EXERCISE GOAL:
Please copy out every line in the records below that includes the word "정화여자고등학교".

Dataset entries:
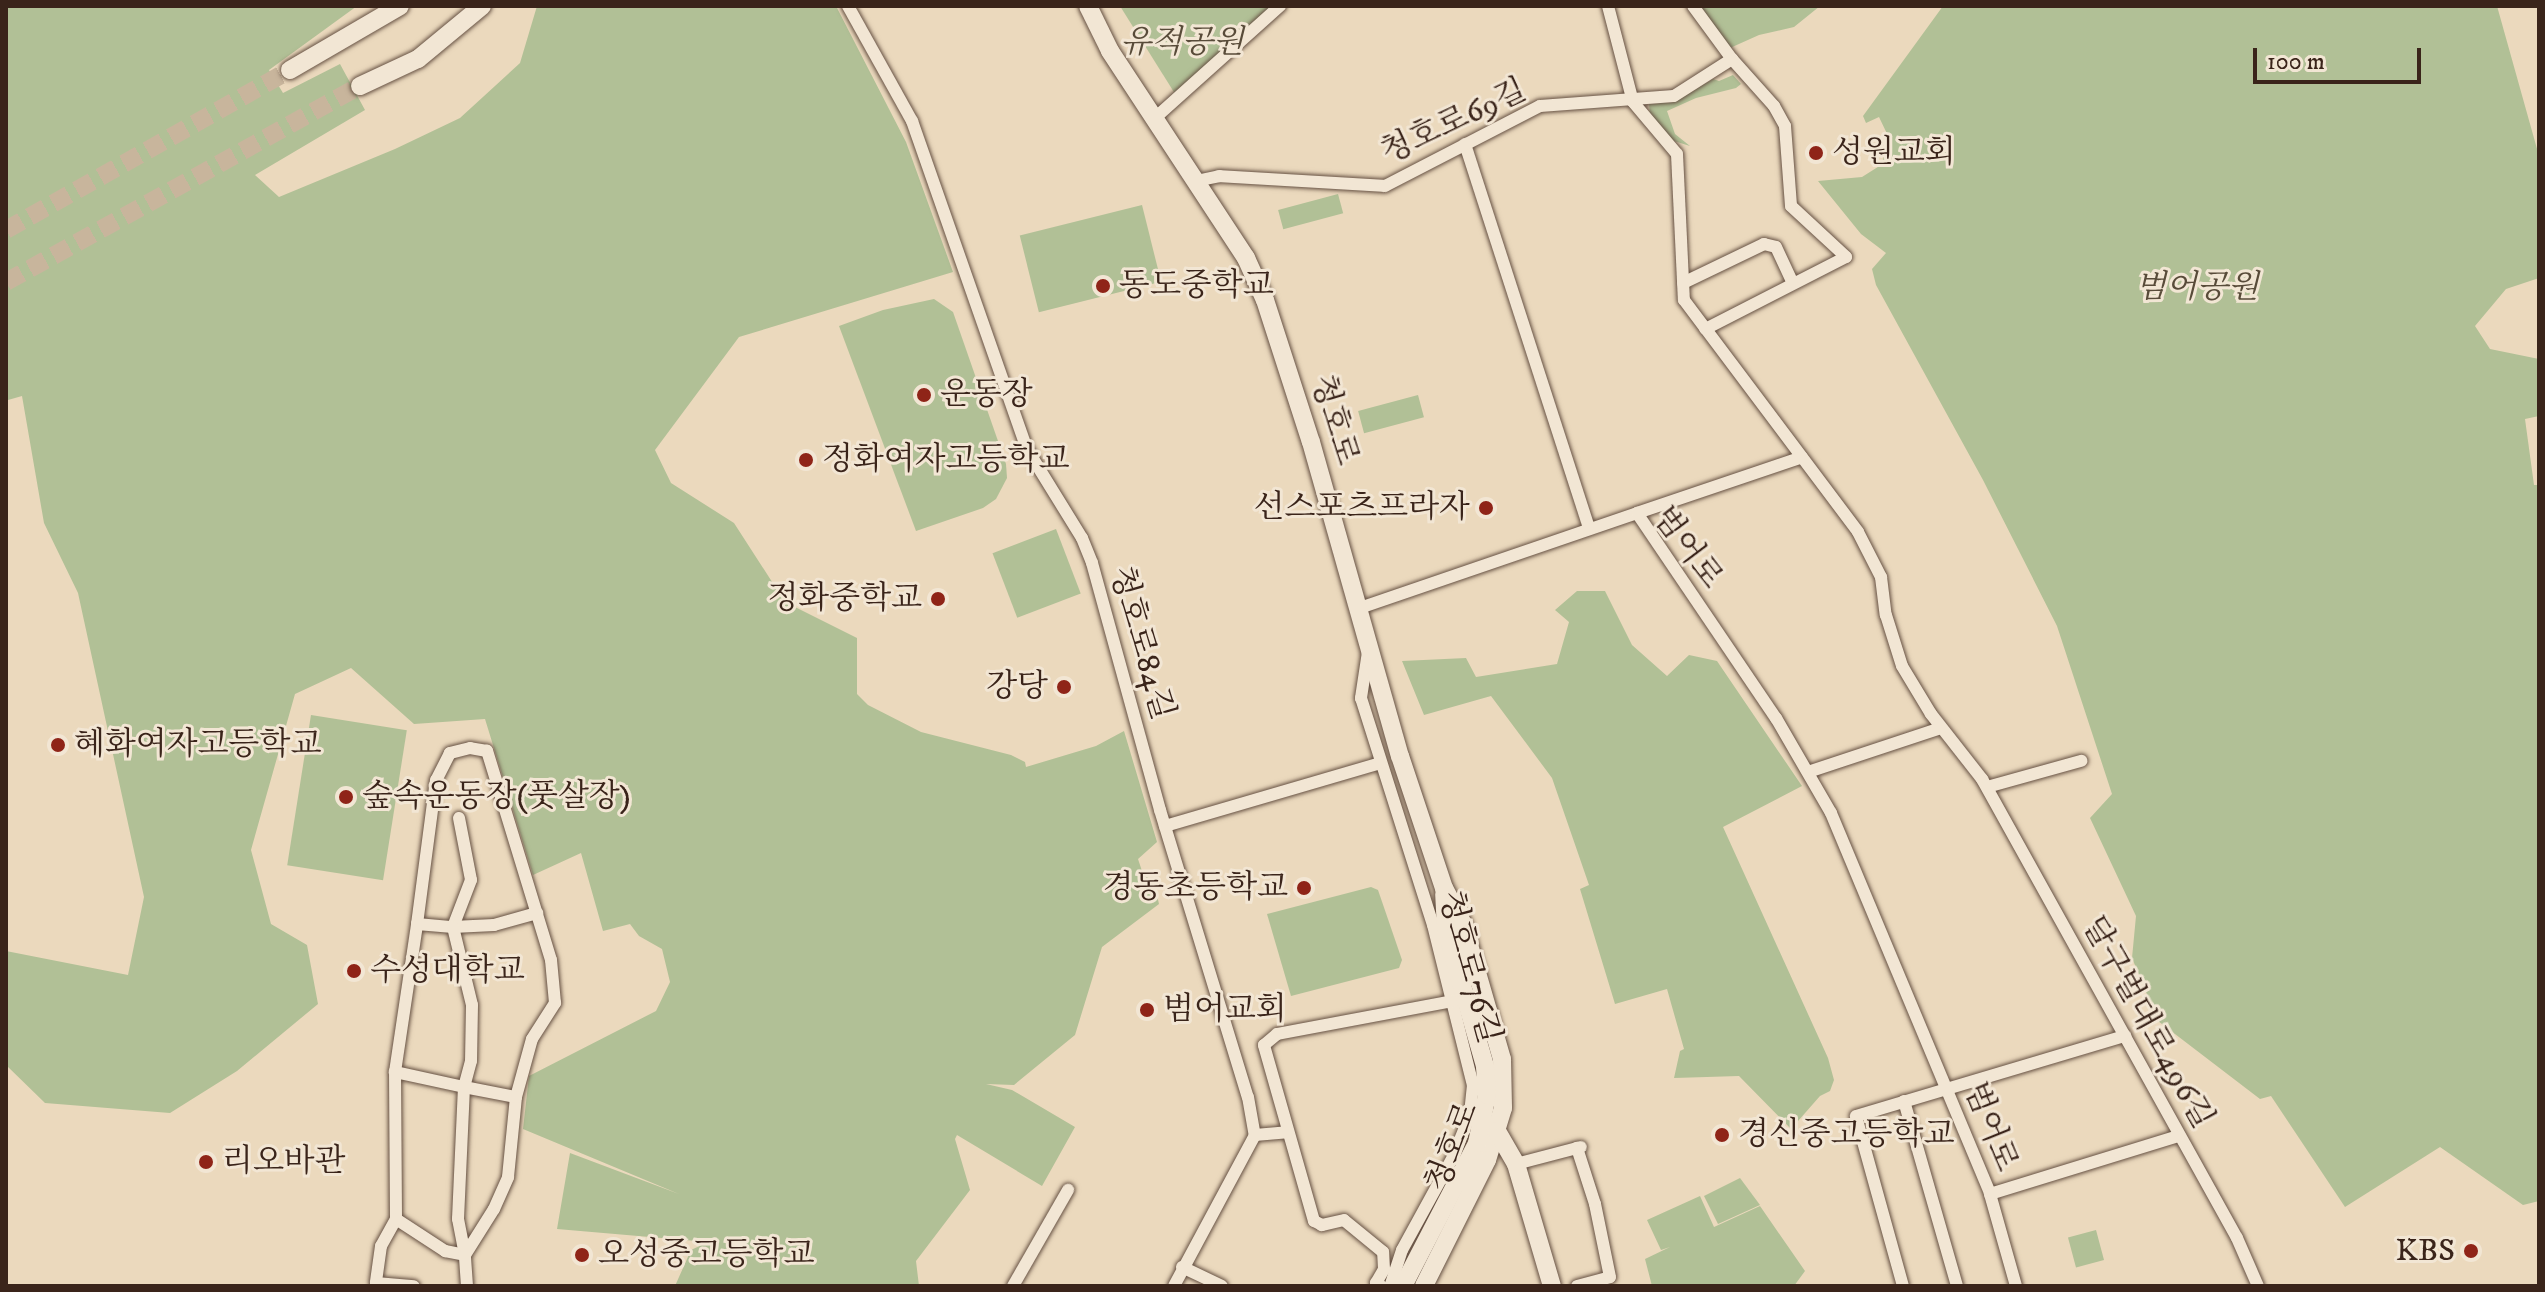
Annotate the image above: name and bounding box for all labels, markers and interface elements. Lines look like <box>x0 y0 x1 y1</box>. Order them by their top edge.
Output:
park label: 유적공원 <box>1120 24 1244 62</box>
scale bar <box>2257 32 2425 82</box>
text: 100 m <box>2267 47 2325 77</box>
street label: 청호로69길 <box>1375 72 1533 172</box>
place label: 성원교회 <box>1832 134 1956 172</box>
marker: 성원교회 <box>1807 144 1825 162</box>
place label: 동도중학교 <box>1119 267 1274 305</box>
park label: 범어공원 <box>2135 269 2259 307</box>
marker: 동도중학교 <box>1094 277 1112 295</box>
street label: 청호로 <box>1302 370 1366 470</box>
place label: 운동장 <box>940 376 1033 414</box>
marker: 운동장 <box>915 386 933 404</box>
place label: 정화여자고등학교 <box>822 441 1069 479</box>
marker: 정화여자고등학교 <box>797 451 815 469</box>
place label: 선스포츠프라자 <box>1254 489 1470 527</box>
marker: 선스포츠프라자 <box>1477 499 1495 517</box>
street label: 범어로 <box>1644 499 1730 597</box>
street label: 청호로84길 <box>1101 562 1181 724</box>
place label: 정화중학교 <box>767 580 922 618</box>
marker: 정화중학교 <box>929 590 947 608</box>
place label: 강당 <box>986 668 1048 706</box>
marker: 강당 <box>1055 678 1073 696</box>
place label: 혜화여자고등학교 <box>74 726 321 764</box>
marker: 혜화여자고등학교 <box>49 736 67 754</box>
place label: 숲속운동장(풋살장) <box>362 778 631 816</box>
marker: 숲속운동장(풋살장) <box>337 788 355 806</box>
place label: 경동초등학교 <box>1103 869 1288 907</box>
marker: 경동초등학교 <box>1295 879 1313 897</box>
street label: 청호로76길 <box>1430 886 1508 1048</box>
street label: 달구벌대로496길 <box>2073 910 2221 1136</box>
place label: 수성대학교 <box>370 952 525 990</box>
marker: 수성대학교 <box>345 962 363 980</box>
place label: 범어교회 <box>1163 991 1287 1029</box>
marker: 범어교회 <box>1138 1001 1156 1019</box>
street label: 범어로 <box>1955 1077 2025 1177</box>
street label: 청호로 <box>1418 1097 1488 1197</box>
place label: 경신중고등학교 <box>1738 1116 1954 1154</box>
marker: 경신중고등학교 <box>1713 1126 1731 1144</box>
place label: 리오바관 <box>222 1143 346 1181</box>
marker: 리오바관 <box>197 1153 215 1171</box>
place label: KBS <box>2395 1232 2455 1270</box>
place label: 오성중고등학교 <box>598 1236 814 1274</box>
marker: KBS <box>2462 1242 2480 1260</box>
marker: 오성중고등학교 <box>573 1246 591 1264</box>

RESPONSE TO THIS EXERCISE:
place label: 정화여자고등학교 <box>822 441 1069 479</box>
marker: 정화여자고등학교 <box>797 451 815 469</box>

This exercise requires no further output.